Reputation: 43
I've done a lot of research into working with the Sockets class in Python, but I'm having a difficult time understanding how to achieve a solution to my problem. Let me also be clear by saying that I have absolutely no experience with the Python language. The code that I've scraped together is from several other examples. It mainly works, I just have one last bug to figure out.
The idea is this script will run on a raspberry pi and that will be the Pi's sole purpose. Via TCP, you will request an image number, and the Pi will display that particular image full screen. Easy, right?
Again, everything works, except when the ethernet connection to the client is cut, or the client closes the connection. The script then enters a bad infinite loop, the CPU usage maxes out, and I have no choice but to physically power cycle the Pi. I need a way to ensure this won't happen and make a provision for the client to be able to reestablish a connection to this server in the event of a disconnect/network glitch/etc.
Here's what I have so far.
import sys
import pygame
import SocketServer
pygame.init()
screen = pygame.display.set_mode((0,0), pygame.FULLSCREEN, 0)
pygame.mouse.set_visible(False)
imagesequence = []
imagesequence.append(pygame.image.load("/home/pi/appfiles/image1.png")
imagesequence.append(pygame.image.load("/home/pi/appfiles/image2.png")
screensaver = []
screensaver.append(pygame.image.load("/home/pi/appfiles/screensaver1.png")
class MyTCPHandler(SocketServer.StreamRequestHandler):
def handle(self):
while True:
self.data = self.rfile.readline().strip()
isNum = False
try:
int(self.data)
isNum = True
except ValueError:
isNum = False
if isNum:
framenumber = int(self.data)
if framenumber >= 1 and framenumber <= len(imagesequence):
screen.blit(imagesequence[framenumber-1], (0,0))
pygame.display.flip()
elif framenumber >= 901 and framenumber <= 900+len(screensaver):
screen.blit(screensaver[framenumber-901], (0,0))
pygame.display.flip()
else:
if self.data == "q":
pygame.quit()
server.shutdown()
if __name__ == "__main__":
HOST, PORT = "192.168.1.51", 5050
SocketServer.TCPServer.allow_reuse_address = True
server = SocketServer.TCPServer((HOST, PORT), MyTCPHandler)
server.serve_forever()
Quitting the script via TCP connection also doesn't work, but I'm not so concerned with that. Eventually, there will never be a reason to quit this.
Upvotes: 4
Views: 8757
Reputation: 178419
self.rfile.readline()
returns an empty string ''
when the socket connection is closed. Make sure to check it before applying .strip()
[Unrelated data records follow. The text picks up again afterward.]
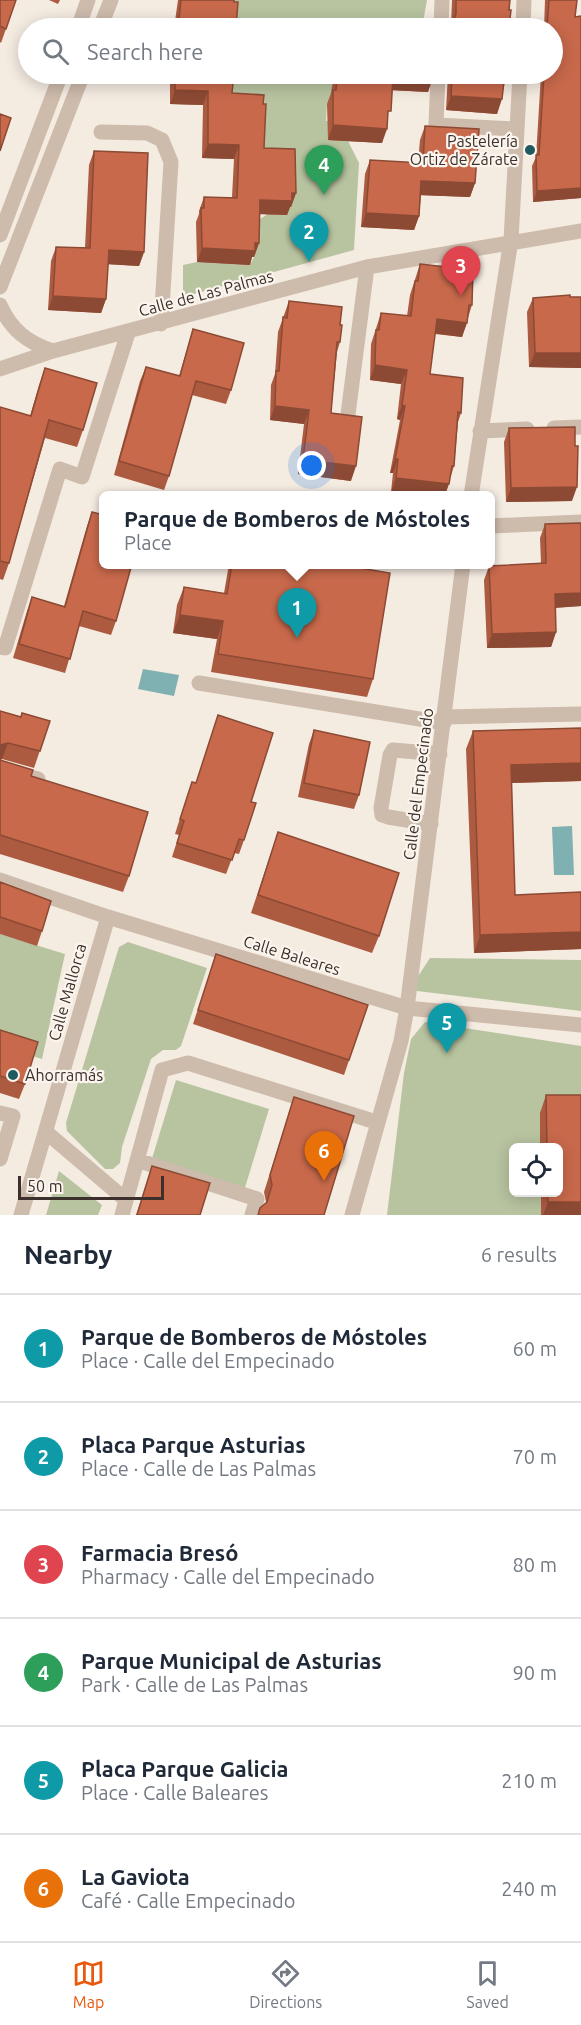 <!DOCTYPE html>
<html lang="en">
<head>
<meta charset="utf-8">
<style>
	:root { --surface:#fff; --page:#f6f6f7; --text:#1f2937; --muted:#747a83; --line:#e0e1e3; --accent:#ea580c }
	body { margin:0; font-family:Ubuntu,sans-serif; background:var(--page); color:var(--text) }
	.controls { position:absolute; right:18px; bottom:18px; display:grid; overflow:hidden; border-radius:9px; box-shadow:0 3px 15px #0003 }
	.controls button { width:54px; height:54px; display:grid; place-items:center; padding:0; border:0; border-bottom:2px solid var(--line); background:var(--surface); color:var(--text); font:30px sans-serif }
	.scale { position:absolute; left:18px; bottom:15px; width:146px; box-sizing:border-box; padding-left:6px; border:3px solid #3b302b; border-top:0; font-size:16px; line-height:21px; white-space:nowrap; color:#3b302b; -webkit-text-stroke:4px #fbf5ee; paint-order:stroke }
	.you { position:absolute; left:312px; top:466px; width:21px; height:21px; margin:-15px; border:4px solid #fff; border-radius:50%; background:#1a73e8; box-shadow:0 0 0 9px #1a73e833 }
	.badge { display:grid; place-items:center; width:39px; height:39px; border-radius:50%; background:var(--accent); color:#fff; font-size:20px; font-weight:700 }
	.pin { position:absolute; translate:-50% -50px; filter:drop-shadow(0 2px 3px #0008) }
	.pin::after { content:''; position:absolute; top:32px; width:21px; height:18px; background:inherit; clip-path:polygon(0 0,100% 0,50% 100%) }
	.popup { position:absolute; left:99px; top:491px; width:396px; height:78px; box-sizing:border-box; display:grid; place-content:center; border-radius:9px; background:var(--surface); filter:drop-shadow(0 2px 4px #0005); font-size:20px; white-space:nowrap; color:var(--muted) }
	.popup b { font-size:22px; color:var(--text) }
	.popup::after { content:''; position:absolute; left:50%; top:100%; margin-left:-12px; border:12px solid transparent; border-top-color:var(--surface) }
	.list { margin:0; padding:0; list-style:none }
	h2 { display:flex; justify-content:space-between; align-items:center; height:78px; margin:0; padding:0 24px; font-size:26px }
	h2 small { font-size:20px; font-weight:400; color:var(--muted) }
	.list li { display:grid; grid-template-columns:39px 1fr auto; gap:18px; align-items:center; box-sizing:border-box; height:108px; padding:0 24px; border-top:2px solid var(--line) }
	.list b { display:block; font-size:22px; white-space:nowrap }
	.list p { margin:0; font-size:20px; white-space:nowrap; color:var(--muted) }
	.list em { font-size:20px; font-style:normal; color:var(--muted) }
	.icon { flex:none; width:33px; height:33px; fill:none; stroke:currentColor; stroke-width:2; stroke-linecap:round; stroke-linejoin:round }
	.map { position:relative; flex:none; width:581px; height:1215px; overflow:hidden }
	.search { position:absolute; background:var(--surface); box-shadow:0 3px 15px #0003; left:18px; right:18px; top:18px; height:66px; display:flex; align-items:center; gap:15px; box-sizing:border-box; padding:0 21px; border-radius:33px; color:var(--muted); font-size:22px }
	.sheet { height:726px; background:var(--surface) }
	nav { display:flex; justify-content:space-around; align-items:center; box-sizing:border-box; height:84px; border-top:2px solid var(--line); background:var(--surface); font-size:16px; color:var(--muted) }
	nav a { display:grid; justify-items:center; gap:3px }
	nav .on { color:var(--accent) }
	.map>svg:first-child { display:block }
</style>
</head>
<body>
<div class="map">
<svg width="581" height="1215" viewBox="0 0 581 1215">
	<rect width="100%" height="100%" fill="#f4ebe1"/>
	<path fill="#b8c4a0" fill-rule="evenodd" d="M 232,0 L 427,0 L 422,28 L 232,28 Z
		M 229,74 L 364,74 L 327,104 L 326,121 L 329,121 L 328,139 L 348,141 L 359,163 L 354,250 L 183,297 L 183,265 L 197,262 L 250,265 L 254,257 L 255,222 L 268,214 L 287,215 L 287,207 L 291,207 L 271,163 L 228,99 Z
		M 0,934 L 65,954 L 42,1059 L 0,1046 Z
		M 128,942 L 207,968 L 181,1046 L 176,1050 L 163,1050 L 151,1059 L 122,1147 L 120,1163 L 113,1169 L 105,1169 L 67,1131 L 66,1123 L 119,947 Z
		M 430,958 L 581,960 L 581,1011 L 409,990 Z
		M 425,1022 L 581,1046 L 581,1215 L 387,1215 L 404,1073 L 411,1039 ZM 514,1148 L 558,1148 L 558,1192 L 514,1192 Z
		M 176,1080 L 269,1109 L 243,1194 L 150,1165 Z
		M 59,1171 L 102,1205 L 98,1215 L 46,1215 Z"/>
	<path fill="#7fb0b2" d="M 143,669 L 179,675 L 174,696 L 138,689 Z
		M 572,826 L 574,875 L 554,875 L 552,827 Z"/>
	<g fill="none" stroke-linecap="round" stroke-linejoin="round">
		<path stroke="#cdbbac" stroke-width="15" d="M 78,28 L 88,0
			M 100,28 L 111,0
			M 441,28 L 442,0
			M 523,28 L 524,0
			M 438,74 L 436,125 L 517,129
			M 101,132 L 147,133 L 162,140 L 171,162 L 161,324
			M 0,235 L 61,74
			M 0,287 L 83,74
			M 0,305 C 11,330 28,343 53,351
			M 0,369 L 53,351 L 367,267 L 581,231
			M 347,422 L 367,267
			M 554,428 L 581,427
			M 480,431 L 527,429
			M 471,496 L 511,240 L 520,74
			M 490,526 L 581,522
			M 0,647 L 5,648 L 60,469 L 82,477 L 128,333
			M 199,683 L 444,723
			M 445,717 L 581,714
			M 0,769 L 38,779
			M 431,824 L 388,817 L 382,815 L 381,808 L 390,755 L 393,750 L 440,754
			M 0,880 L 108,917 L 407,1008 L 581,1025
			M 0,1113 L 13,1116 L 0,1159
			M 46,1132 L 126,1200
			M 137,1160 L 257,1199 L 252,1215
			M 21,1215 L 108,917
			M 122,1215 L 162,1070 L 188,1063 L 376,1122
			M 352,1215 L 401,1041 L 407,1008 L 463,564"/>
	</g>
	<path fill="#ac5a40" d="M 0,0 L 16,0 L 1,43 L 0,42 Z
		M 49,0 L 60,0 L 58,4 Z
		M 178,0 L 234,0 L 236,28 L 174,28 Z
		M 452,0 L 510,0 L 509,28 L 369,28 L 372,21 L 451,26 Z
		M 545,0 L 577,0 L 575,17 L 581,198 L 533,202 L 532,166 L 536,157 L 541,74 L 552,74 L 552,28 L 544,28 Z
		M 170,74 L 234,74 L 232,93 L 263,104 L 264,148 L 296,193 L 291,207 L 290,207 L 287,215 L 260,214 L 259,243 L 254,257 L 252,257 L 250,265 L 197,262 L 196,222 L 199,214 L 199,211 L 204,197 L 232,197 L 234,159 L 202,158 L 203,105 L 170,104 Z
		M 336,74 L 433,74 L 428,92 L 392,90 L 387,120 L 382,143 L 328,140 L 327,104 L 331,93 L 332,86 Z
		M 448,74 L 507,74 L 497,114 L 446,110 Z
		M 425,126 L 475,183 L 470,197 L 421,195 L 419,216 L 414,230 L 361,227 L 365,174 L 370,160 L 418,163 L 420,140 Z
		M 94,151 L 144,252 L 139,266 L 108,264 L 106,299 L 101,313 L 48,310 L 51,261 L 56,247 L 85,248 L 89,165 Z
		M 420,264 L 472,305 L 462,337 L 435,334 L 430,374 L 461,413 L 458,422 L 454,466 L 445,495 L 422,495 L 391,492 L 393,473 L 390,473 L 400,420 L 397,419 L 401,384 L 370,380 L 371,344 L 381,313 L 407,316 L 410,295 Z
		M 570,297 L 581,297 L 581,368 L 529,367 L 527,312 L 533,298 Z
		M 289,301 L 340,325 L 340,342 L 337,352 L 331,413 L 351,481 L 298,474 L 304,424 L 270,420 L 271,385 L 275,374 L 278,332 Z
		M 193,329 L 231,390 L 226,404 L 192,395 L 169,476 L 164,490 L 114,475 L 140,381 L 146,367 L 179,376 Z
		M 45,368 L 83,430 L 77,447 L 45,438 L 9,563 L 3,580 L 0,579 L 0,407 L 30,416 L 39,385 Z
		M 509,428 L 572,501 L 506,502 L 504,442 Z
		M 92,512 L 116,621 L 111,635 L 79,626 L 65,673 L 13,658 L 27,611 L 32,597 L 64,606 L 87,526 Z
		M 581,523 L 581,606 L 555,608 L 556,632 L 551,647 L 487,648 L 484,580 L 489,566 L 541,563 L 540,538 L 545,524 Z
		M 229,564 L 336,564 L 373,679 L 367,697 L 211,672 L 217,639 L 173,633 L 177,605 L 184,587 L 224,593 Z
		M 0,711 L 21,717 L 50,721 L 34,768 L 2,759 L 0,760 L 31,776 L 129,876 L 123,892 L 0,854 Z
		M 218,715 L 251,802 L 244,840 L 239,854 L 234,853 L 226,874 L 172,857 L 179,835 L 175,834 L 187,796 L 192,782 L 196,783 Z
		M 581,728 L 581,781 L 511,783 L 515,895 L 581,892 L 581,949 L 474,953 L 466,749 L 473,731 Z
		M 314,730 L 359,795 L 354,809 L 298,797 L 309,744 Z
		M 278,832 L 379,936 L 372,953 L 251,913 Z
		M 0,882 L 42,931 L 37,946 L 0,934 Z
		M 216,954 L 368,1005 L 344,1075 L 193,1024 Z
		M 0,1030 L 25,1084 L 19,1099 L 0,1093 Z
		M 546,1095 L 581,1215 L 541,1215 L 541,1192 L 558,1192 L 558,1148 L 540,1148 L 540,1113 Z
		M 294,1097 L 324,1215 L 266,1202 L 264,1192 Z
		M 152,1166 L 200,1215 L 136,1215 Z"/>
	<path fill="#8c4a34" d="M 393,76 L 433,78 L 428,92 L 388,90 Z
		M 175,90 L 208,91 L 203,105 L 170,104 Z
		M 451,96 L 502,99 L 497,114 L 446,110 Z
		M 333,125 L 387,129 L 382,143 L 328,140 Z
		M 208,144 L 239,145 L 234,159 L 202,158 Z
		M 421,181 L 475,183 L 470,197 L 416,195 Z
		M 581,188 L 581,198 L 533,202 L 537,191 Z
		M 292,193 L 296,193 L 291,207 L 290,207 L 287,215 L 255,214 L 260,200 Z
		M 366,213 L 419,216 L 414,230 L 361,227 Z
		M 255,243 L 259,243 L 254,257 L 252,257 L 250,265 L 197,262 L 202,248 Z
		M 109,250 L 144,252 L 139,266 L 104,264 Z
		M 53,296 L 106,299 L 101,313 L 48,310 Z
		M 437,319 L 467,323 L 462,337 L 432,333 Z
		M 535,353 L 581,353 L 581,368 L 529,367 Z
		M 375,365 L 407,370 L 401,384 L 370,380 Z
		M 402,405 L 405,406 L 400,420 L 397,419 Z
		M 275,406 L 309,410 L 304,424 L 270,420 Z
		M 395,459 L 398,459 L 393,473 L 390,473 Z
		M 303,460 L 356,466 L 351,481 L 298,474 Z
		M 396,478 L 449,484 L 445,495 L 422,495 L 391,492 Z
		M 577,487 L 572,501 L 506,502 L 511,488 Z
		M 581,593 L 581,606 L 550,608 L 555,594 Z
		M 180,615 L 223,621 L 217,639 L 173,633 Z
		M 556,632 L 551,647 L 487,648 L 492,634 Z
		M 8,743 L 2,759 L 0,760 L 0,745 Z
		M 581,763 L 581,781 L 504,783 L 511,765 Z
		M 581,932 L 581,949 L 474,953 L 480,935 Z
		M 548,1202 L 581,1202 L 581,1215 L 543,1215 Z"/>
	<path fill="#c8694b" stroke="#8c4a34" stroke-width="1.5" d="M 0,0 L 16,0 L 6,29 L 0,26 Z
		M 181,0 L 234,0 L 234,2 L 238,2 L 236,28 L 178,28 Z
		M 456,0 L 510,0 L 509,10 L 511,10 L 509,28 L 371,28 L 372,21 L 451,26 L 456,14 Z
		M 549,0 L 577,0 L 575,17 L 581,16 L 581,188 L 537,191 L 536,155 L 539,155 L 544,74 L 552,74 L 552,28 L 547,28 Z
		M 175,74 L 234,74 L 232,93 L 264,95 L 263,104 L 266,104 L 264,148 L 295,149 L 296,193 L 292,193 L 292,201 L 260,200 L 259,243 L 255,243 L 255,251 L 202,248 L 201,208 L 204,208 L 204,197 L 237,198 L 239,145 L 208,144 L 208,91 L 175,90 Z
		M 337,74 L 433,74 L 433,78 L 393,76 L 391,111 L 388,111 L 387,129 L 333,125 L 333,90 L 336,90 Z
		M 452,74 L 507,74 L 506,81 L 504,81 L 502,99 L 451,96 Z
		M 0,114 L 11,118 L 0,151 Z
		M 425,126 L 479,129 L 475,183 L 421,181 L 419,216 L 366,213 L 370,160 L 423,163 Z
		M 94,151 L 148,153 L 144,252 L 109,250 L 106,299 L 53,296 L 56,247 L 90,248 Z
		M 420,264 L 473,270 L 472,305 L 469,305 L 467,323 L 437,319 L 430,374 L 463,378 L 461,413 L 458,412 L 454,466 L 452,466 L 449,484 L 396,478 L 398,459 L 395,459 L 405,406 L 402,405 L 407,370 L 375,365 L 376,330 L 379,330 L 381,313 L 411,316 L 415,281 L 418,281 Z
		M 570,295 L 570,297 L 581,297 L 581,353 L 535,353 L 533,298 Z
		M 289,301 L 342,307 L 340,325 L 342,325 L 340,342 L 337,342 L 331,413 L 362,417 L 356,466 L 303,460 L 309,410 L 275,406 L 276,371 L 279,371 L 283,317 L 287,318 Z
		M 193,329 L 244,343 L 231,390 L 196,381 L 169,476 L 119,461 L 146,367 L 180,376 Z
		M 45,368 L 97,383 L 83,430 L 49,420 L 9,563 L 0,561 L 0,407 L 31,416 Z
		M 575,427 L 575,446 L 578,446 L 577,487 L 511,488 L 509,428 Z
		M 92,512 L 104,515 L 104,564 L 132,564 L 116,621 L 83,611 L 70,659 L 19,644 L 32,597 L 65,607 Z
		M 581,523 L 581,593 L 555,594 L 556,632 L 492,634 L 489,566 L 546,563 L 545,524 Z
		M 232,564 L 336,564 L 390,573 L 373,679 L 218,654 L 223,621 L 180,615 L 184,587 L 227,594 Z
		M 0,711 L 21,717 L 22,713 L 50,721 L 40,751 L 8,743 L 0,745 Z
		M 218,715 L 273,733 L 251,802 L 256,803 L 244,840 L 239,839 L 232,860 L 177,843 L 184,821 L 180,819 L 192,782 L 196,783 Z
		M 581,728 L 581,763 L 511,765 L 515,895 L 581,892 L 581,932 L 480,935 L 473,731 Z
		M 314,730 L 370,742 L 359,795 L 304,783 Z
		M 0,760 L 33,770 L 31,776 L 148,812 L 129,876 L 0,835 Z
		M 278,832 L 399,873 L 379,936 L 258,895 Z
		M 0,882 L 51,901 L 42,931 L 0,917 Z
		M 216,954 L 368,1005 L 349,1060 L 198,1010 Z
		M 0,1030 L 38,1042 L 25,1084 L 0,1076 Z
		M 546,1095 L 581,1095 L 581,1202 L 548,1202 L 547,1192 L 558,1192 L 558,1148 L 547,1148 Z
		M 294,1097 L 354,1116 L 324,1215 L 258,1215 L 260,1208 L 267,1202 L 272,1185 L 270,1175 Z
		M 152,1166 L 210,1183 L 200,1215 L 137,1215 Z"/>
	<g fill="#1f5a5e" stroke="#fbf5ee" stroke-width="2">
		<circle cx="530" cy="150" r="6"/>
		<circle cx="13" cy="1075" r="6"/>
	</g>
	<g text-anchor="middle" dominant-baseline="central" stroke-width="4.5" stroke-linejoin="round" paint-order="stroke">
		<g font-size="16" fill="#3b302b" stroke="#fbf5ee" text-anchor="end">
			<text x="518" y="141">Pastelería<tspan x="518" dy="18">Ortiz de Zárate</tspan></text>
			<text x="25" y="1075" text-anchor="start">Ahorramás</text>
		</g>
		<g font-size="16" fill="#3b302b" stroke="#fbf5ee">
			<text transform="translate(206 293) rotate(-15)">Calle de Las Palmas</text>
			<text transform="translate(418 784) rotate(-83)">Calle del Empecinado</text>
			<text transform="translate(292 955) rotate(17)">Calle Baleares</text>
			<text transform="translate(67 992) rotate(-74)">Calle Mallorca</text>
		</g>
	</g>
</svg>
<div class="controls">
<button><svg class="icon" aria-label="locate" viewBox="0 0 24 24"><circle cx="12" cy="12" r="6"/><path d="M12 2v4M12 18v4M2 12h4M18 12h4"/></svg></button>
</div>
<div class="scale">50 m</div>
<div class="you"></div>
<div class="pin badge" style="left:297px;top:638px;background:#0f9aa8">1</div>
<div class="popup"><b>Parque de Bomberos de Móstoles</b>Place</div>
<div class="pin badge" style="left:309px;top:262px;background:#0f9aa8">2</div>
<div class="pin badge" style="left:461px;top:296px;background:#e0444e">3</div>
<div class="pin badge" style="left:324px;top:195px;background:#2e9e5b">4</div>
<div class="pin badge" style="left:447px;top:1053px;background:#0f9aa8">5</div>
<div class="pin badge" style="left:324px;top:1181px;background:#e8710a">6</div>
<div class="search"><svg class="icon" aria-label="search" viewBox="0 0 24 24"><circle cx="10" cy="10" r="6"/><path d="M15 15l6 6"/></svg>Search here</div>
</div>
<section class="sheet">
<h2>Nearby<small>6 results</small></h2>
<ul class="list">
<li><span class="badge" style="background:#0f9aa8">1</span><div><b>Parque de Bomberos de Móstoles</b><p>Place · Calle del Empecinado</p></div><em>60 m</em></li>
<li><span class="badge" style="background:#0f9aa8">2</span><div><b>Placa Parque Asturias</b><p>Place · Calle de Las Palmas</p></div><em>70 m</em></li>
<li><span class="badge" style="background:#e0444e">3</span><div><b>Farmacia Bresó</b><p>Pharmacy · Calle del Empecinado</p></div><em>80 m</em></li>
<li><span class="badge" style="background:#2e9e5b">4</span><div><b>Parque Municipal de Asturias</b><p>Park · Calle de Las Palmas</p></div><em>90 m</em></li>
<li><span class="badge" style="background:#0f9aa8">5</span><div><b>Placa Parque Galicia</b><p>Place · Calle Baleares</p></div><em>210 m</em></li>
<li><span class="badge" style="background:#e8710a">6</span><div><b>La Gaviota</b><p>Café · Calle Empecinado</p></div><em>240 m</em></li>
</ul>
</section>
<nav>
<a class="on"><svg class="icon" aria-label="map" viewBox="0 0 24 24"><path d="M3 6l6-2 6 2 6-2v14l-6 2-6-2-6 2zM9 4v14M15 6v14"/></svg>Map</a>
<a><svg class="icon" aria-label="directions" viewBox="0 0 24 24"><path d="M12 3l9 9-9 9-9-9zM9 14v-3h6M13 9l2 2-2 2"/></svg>Directions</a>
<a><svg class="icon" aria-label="saved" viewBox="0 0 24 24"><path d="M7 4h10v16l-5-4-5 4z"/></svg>Saved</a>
</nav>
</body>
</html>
, though, since sending a whitespace-only line will look like an empty string after stripping whitespace.
import socketserver
class MyTCPHandler(SocketServer.StreamRequestHandler):
def handle(self):
while True:
self.data = self.rfile.readline()
if not self.data:
break
self.data = self.data.strip()
...
Upvotes: 2
Reputation: 180
After relentless code digging, I cannot answer the first part. It looks like there is no way at this high level for you to detect a socket closing. Look into the (out of favor, I think, but perfectly usable) asyncore and asynchat modules.
As for the second part, you need to break from the loop on receiving a 'q'.